1. $NTIME(t(n))$ is the class of languages which can be decided by an NTM whose running time is $O(t(n))$.
2. $NP = \bigcup\limits_{k \in \mathbb{N}} NTIME(n^k)$

The Millenium Prize problem that we’ve mentioned a few times is the classic question of whether $P = NP$. We’ve seen that adding multiple tapes does not change the complexity class $P$; does adding non-determinism change this class?

Example: The graph isomorphism problem is in $NP$!

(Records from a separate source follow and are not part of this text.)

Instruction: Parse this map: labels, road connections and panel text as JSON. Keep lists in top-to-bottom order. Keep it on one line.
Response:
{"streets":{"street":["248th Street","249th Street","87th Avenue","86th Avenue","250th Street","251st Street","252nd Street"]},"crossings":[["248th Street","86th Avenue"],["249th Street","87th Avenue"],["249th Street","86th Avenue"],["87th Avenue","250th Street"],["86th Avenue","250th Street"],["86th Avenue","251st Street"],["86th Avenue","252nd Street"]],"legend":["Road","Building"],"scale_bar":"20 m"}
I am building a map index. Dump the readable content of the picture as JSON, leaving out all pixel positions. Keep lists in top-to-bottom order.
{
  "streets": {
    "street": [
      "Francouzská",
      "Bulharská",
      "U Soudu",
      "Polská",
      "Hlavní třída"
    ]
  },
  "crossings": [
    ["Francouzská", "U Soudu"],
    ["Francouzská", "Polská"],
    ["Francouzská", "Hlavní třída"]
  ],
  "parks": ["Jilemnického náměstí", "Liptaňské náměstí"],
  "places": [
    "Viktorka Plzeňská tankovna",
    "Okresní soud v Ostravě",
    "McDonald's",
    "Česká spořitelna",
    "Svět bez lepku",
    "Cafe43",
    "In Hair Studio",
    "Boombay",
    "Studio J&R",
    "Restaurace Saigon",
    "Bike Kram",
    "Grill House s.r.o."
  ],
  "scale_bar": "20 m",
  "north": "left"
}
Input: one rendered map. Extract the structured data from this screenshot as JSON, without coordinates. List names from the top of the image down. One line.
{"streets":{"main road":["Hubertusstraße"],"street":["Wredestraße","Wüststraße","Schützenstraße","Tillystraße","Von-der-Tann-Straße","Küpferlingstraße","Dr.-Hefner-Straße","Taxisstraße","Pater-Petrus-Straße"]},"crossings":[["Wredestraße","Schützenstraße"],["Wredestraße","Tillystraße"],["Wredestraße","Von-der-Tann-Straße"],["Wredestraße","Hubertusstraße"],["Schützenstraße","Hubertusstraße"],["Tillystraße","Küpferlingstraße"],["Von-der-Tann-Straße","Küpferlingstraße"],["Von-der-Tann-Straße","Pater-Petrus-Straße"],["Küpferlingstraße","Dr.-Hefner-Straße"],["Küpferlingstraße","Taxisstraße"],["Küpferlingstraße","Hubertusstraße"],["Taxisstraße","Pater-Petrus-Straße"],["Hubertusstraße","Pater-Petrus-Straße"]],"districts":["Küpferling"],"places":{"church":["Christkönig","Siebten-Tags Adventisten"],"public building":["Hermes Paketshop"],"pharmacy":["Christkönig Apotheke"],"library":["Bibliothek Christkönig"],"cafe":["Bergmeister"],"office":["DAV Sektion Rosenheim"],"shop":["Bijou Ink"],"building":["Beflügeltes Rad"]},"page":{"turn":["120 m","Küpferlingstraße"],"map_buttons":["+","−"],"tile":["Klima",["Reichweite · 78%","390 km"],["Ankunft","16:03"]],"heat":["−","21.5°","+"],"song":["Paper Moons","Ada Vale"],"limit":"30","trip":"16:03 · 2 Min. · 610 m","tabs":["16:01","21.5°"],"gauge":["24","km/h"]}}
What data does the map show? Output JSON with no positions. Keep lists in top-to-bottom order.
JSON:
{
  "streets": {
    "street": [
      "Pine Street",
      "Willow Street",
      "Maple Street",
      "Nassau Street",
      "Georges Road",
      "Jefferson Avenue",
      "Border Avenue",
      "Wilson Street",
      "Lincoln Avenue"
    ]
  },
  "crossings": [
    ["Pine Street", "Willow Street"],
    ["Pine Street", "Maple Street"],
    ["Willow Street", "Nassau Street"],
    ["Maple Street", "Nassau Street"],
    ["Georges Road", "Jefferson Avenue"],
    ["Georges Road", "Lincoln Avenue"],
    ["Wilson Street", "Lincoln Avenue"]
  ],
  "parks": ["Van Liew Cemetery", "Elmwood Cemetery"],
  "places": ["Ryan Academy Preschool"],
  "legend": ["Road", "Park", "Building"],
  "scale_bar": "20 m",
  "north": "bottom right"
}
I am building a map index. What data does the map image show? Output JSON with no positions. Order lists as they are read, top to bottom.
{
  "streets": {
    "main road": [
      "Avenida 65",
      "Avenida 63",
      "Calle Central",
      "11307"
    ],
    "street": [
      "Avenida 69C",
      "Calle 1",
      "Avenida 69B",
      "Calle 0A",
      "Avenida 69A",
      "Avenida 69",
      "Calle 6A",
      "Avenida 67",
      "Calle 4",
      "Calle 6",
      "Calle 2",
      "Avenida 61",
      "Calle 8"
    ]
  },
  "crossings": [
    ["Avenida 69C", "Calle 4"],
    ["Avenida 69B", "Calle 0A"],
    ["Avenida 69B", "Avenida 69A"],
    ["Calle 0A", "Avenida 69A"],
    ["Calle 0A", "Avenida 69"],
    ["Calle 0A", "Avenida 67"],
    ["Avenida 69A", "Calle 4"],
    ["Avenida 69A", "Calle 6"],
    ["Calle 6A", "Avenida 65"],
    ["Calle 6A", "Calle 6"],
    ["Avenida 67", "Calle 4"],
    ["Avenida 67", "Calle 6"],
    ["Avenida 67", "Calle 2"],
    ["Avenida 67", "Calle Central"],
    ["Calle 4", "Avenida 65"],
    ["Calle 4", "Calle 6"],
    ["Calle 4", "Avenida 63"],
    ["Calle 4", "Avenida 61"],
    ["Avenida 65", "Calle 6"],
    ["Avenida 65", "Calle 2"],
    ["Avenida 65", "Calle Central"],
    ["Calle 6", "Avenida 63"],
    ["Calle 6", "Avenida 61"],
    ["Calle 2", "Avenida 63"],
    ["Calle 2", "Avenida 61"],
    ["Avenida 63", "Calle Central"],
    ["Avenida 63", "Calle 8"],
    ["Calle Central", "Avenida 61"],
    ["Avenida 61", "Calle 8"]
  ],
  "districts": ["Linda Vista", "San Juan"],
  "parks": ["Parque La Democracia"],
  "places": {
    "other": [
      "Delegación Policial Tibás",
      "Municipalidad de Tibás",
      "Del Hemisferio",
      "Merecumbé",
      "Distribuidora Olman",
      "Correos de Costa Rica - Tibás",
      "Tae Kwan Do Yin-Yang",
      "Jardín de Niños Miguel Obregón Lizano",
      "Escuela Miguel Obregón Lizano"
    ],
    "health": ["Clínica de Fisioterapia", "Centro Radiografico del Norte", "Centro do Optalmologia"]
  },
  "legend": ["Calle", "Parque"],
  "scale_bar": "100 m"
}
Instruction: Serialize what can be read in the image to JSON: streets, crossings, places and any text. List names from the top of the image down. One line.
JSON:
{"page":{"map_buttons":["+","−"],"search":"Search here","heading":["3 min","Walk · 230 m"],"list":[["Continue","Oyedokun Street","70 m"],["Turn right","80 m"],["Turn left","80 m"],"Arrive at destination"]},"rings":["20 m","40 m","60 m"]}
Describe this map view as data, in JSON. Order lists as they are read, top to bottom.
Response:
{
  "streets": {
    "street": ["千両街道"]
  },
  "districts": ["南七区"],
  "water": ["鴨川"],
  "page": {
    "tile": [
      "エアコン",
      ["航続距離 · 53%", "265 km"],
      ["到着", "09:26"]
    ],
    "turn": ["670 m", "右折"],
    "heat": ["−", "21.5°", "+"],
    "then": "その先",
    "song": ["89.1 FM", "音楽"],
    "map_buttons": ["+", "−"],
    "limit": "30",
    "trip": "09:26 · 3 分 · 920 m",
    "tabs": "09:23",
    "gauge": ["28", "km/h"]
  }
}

“On input $G_1 = (V_1, E_1), G_2 = (V_2, E_2)$:

1. Non-deterministically guess a function $f: V_1 \to V_2$.
2. For each $v_1, v_2 \in V_1$:
   • Check if $(v_1, v_2) \in E_1$ if and only if $(f(v_1), f(v_2)) \in E_2$.
   • If not, reject. If it is, continue on to the next pair.
3. If we never rejected on this branch after checking all pairs, accept.”

Exercise:

1. Why does this non-deterministic algorithm work?
2. What’s the non-deterministic running time of this?

Problem Set 4

Due Monday, April 22.

1. Show that $A_{TM} \leq_T \overline{A_{TM}}$ and $\overline{A_{TM}} \leq_T A_{TM}$. That is, show that $A_{TM}$ is Turing-equivalent to its complement. (Note: These are Turing reductions, not $m$-reductions!)
2. Sketch a proof that the class $P$ is closed under intersection and complements.
3. Recall the language $FIN$ defined by: \(FIN = \\{ \langle M \rangle : \mathcal{L}(M) \text{ is finite } \\}.\) Show that $A_\textrm{TM} \leq_\text{m} FIN$. (Hint: given $\langle M, w \rangle$, we construct a machine $M^\prime$ so that, on input $x$, $M^\prime$ should run $M$ on input $w$ for $|x|$ steps. What should $M^\prime$ then do if $M$ accepts in that many steps? What if $M$ does not accept in that many steps?)
4. Let $G = (V, E)$ be a finite graph. An Eulerian path is a path through the graph which visits every edge exactly once. An Eulerian circuit is an Eulerian path that begins and ends at the same vertex. A graph is called Eulerian if it has an Eulerian circuit. Let E = { $ \langle G \rangle : G$ is an Eulerian graph }. Show that $E \in P$.

(Hint: Every time you visit a vertex, you have to enter it through one edge and leave it through another. What does that tell you? Is the following graph Eulerian? Why or why not? Is there an edge you can delete that makes it Eulerian?)